Coronavirus in UK: please, let’s give supermarket workers the respect they deserve

Coronavirus in UK: please, let’s give supermarket workers the respect they deserve

Credit: Getty

Life


Coronavirus in UK: please, let’s give supermarket workers the respect they deserve

By Kayleigh Dray

6 years ago

Just weeks ago, they were called ‘unskilled’. Now, we’re relying on supermarket staff to help get us through the coronavirus pandemic. 

As almost all of us have seen firsthand, supermarket shelves have been stripped bare of store cupboard essentials across the country due to coronavirus-induced stockpiling.

In a bid to combat panic-buying, Aldi introduced across-the-board rationing. Tesco and Sainsbury’s, meanwhile, have told customers they can only buy three of any grocery item while they are also shutting fresh food counters. 

Asda has taken similar action, Waitrose has drafted in 1,200 staff from sister retailer John Lewis to cope with demand, and Morrisons is limiting purchases across 1,250 lines.

Every single day, though, sees supermarket car parks fill up and queues grow steadily longer. Because, while Boris Johnson has warned us to avoid all non-essential contact in a bid to flatten the Covid-19 curve, many have deemed their stockpiling excursions to be exactly that.

Surely, then, this means that supermarket staff are essential, too?

Look for the helpers. You can always find people who are helping. 

Supermarket staff – deemed “unskilled” by our government just weeks ago – have proven themselves to be absolutely vital over the past few weeks. Much like NHS staff, police and teachers, they continue to go into work.

Whether they’re stacking shelves, running a till or delivering food to our doors, they have put themselves on the Covid-19 frontline every single day. Every single night, they work tirelessly to restock the shelves stripped bare by worried shoppers.

So why on earth are some still treating supermarket workers as less than?

An illustration of a woman holding a basket of essential goods.

Credit: Getty

People have lashed out – physically and verbally – at staff because they can’t find the items they’re looking for. They’ve shouted about the queues, about the lack of restocking, about their own needs. They’ve treated cashiers like machines, failing to acknowledge that they have been working for many hours. That they, too, are feeling anxious about the state of the world. That they also have families and loved ones to care for.

That they, unlike so many others, absolutely can’t work from home.

It’s something which many retail staff have brought up themselves on social media.

“The stress is unreal,” tweeted one. “We are stretched and having to limit what customers want. How many sanitisers does one need? Restrictions and yet the same people are coming in five times more? It’s just crazy.”

Another added: “Having spent just seven hours working today in a well known high street pharmacy, I’m exhausted, and this is day one of five.”

And still one more said: “As someone that works in a very busy online department in Sainsburys, I’m begging everyone to just stop this shit.

“We don’t deserve to be treated like [this].”

Fred Rogers – known to generations simply as “Mr. Rogers” (or to UK audiences as ‘that guy Tom Hanks played in A Beautiful Day In The Neighbourhood’) – famously said he was always comforted by something his mother would tell him during times of disaster.

It was this: “Look for the helpers. You can always find people who are helping.”

In this strange age of social distancing and lockdowns, those people are everywhere, if you only choose to look for them.
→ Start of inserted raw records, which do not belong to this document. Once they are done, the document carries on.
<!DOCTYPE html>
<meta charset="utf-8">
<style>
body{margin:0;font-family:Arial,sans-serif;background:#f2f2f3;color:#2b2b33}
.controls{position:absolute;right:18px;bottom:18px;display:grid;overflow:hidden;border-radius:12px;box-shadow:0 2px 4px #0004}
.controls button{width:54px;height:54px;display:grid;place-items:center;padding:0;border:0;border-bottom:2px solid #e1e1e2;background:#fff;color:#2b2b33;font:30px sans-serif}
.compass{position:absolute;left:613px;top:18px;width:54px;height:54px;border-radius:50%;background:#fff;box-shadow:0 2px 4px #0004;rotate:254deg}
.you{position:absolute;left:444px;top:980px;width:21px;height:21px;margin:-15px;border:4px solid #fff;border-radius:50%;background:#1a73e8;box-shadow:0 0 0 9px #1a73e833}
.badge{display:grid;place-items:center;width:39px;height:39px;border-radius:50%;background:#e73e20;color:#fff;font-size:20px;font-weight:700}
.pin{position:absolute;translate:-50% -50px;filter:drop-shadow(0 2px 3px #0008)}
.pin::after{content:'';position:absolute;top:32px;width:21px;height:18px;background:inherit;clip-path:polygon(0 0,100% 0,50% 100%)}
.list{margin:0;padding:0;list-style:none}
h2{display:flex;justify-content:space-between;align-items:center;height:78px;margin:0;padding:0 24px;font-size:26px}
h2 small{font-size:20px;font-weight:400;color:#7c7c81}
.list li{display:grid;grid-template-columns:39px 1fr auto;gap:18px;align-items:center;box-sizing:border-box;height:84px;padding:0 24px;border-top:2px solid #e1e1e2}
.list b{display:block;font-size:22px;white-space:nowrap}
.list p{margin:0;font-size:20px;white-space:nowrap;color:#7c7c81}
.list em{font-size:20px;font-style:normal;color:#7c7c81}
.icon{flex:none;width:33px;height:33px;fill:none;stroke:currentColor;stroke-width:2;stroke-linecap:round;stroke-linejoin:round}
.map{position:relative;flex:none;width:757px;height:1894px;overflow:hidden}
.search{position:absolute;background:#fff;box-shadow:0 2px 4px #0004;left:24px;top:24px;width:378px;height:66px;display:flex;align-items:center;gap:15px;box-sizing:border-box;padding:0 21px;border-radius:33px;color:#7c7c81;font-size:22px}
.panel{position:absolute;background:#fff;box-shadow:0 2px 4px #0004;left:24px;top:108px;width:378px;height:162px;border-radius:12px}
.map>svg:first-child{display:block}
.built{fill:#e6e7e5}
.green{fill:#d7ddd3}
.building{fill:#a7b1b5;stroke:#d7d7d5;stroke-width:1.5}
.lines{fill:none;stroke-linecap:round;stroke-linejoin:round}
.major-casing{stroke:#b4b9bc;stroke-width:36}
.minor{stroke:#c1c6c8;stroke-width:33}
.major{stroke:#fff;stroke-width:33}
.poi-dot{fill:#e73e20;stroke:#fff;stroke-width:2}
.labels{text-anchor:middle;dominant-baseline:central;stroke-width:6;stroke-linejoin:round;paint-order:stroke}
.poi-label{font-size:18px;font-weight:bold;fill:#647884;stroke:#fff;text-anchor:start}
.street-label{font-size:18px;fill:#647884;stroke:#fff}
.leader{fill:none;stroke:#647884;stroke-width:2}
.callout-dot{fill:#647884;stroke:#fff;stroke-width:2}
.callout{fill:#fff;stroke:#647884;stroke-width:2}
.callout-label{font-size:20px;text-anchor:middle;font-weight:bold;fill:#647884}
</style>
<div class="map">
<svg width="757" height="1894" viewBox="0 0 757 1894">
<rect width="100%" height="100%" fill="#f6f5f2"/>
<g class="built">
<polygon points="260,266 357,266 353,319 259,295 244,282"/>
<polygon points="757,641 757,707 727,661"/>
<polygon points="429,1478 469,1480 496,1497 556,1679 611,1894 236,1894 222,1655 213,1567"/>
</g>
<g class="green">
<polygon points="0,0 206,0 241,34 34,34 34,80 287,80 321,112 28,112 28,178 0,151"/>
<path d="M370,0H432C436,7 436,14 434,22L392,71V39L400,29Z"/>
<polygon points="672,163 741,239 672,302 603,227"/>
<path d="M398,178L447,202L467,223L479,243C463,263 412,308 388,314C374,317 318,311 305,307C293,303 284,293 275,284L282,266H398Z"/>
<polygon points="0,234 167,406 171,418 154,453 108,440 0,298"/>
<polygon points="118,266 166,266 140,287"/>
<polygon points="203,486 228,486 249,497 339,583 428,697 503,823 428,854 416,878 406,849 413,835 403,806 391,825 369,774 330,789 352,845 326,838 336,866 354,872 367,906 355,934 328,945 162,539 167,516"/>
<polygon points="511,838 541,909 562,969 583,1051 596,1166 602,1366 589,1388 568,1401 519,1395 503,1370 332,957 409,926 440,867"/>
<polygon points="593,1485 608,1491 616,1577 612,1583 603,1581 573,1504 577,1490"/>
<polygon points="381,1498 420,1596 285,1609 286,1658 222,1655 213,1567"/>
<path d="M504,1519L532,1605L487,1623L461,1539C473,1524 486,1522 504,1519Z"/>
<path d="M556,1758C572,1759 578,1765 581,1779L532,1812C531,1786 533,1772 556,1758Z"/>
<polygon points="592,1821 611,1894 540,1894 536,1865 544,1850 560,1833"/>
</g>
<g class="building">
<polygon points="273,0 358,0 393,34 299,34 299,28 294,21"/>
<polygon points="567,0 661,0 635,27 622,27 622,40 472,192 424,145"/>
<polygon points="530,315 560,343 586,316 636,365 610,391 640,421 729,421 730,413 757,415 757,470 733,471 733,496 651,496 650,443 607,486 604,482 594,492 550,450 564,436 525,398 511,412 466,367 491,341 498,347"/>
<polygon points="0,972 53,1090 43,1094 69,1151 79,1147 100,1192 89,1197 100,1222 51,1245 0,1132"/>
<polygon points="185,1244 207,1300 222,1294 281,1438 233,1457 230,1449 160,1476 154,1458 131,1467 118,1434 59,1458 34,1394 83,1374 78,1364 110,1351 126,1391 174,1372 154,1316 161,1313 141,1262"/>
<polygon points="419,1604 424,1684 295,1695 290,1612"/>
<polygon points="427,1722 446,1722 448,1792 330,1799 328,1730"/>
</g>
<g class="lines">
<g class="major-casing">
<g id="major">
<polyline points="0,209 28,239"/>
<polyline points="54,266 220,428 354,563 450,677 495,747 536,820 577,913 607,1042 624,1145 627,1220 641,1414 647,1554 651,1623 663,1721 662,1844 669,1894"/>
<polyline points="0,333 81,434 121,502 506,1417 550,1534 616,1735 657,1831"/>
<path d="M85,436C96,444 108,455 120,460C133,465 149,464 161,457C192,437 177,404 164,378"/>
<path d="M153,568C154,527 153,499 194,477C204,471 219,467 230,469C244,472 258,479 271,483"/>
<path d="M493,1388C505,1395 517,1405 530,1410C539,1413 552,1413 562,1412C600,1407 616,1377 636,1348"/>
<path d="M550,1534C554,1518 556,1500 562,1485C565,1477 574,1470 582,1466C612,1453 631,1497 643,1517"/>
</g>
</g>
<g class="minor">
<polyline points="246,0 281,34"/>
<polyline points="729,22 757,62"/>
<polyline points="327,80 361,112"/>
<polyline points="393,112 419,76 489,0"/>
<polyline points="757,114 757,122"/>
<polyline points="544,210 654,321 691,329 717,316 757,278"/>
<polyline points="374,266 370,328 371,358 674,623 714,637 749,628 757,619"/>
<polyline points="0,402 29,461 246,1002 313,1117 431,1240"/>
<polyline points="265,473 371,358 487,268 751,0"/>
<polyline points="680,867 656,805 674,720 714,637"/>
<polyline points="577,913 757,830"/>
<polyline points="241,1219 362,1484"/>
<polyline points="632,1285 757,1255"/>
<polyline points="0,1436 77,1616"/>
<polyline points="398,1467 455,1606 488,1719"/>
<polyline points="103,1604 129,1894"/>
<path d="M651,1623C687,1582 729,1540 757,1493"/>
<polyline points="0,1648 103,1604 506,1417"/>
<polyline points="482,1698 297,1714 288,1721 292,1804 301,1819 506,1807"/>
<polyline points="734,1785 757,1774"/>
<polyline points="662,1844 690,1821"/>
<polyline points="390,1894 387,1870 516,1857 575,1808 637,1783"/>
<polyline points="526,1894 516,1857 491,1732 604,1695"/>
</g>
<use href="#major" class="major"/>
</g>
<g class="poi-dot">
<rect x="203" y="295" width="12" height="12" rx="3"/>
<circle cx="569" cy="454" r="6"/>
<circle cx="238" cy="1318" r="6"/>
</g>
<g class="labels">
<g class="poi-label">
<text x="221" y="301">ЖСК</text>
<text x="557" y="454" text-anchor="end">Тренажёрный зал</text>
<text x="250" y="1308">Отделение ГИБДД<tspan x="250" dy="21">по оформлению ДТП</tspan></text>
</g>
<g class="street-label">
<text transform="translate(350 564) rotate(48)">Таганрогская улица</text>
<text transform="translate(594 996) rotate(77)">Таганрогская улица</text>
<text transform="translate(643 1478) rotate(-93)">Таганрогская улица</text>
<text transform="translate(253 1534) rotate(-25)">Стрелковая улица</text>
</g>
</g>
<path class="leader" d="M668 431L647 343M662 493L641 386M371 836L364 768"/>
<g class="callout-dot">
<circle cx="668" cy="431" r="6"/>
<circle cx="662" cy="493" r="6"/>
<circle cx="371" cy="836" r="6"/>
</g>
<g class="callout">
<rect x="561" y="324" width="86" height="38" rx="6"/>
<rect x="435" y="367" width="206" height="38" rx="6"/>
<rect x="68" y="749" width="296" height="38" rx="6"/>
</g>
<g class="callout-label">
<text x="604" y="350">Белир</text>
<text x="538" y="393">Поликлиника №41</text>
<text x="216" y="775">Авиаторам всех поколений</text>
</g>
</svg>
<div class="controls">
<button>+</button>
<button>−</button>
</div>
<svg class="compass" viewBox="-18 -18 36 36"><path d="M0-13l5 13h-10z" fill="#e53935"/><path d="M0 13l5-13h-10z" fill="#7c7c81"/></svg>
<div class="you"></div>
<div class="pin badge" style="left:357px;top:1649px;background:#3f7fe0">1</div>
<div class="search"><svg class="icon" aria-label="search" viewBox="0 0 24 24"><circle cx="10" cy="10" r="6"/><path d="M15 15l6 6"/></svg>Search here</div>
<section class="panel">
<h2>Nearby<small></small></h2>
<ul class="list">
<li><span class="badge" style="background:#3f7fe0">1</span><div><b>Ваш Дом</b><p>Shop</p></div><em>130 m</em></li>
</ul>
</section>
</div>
So please wholeheartedly thank the cashier who rings through your shopping, the driver who travels miles to bring your groceries to your door, the people steadily restocking the shelves so you can get the essentials you need.

And remember this: society is a lot like a Swiss watch, in that, without even the smallest wheel, it won’t work. 

Let us hope that, when we come out the other side of this pandemic, no worker is ever described as “unskilled” again.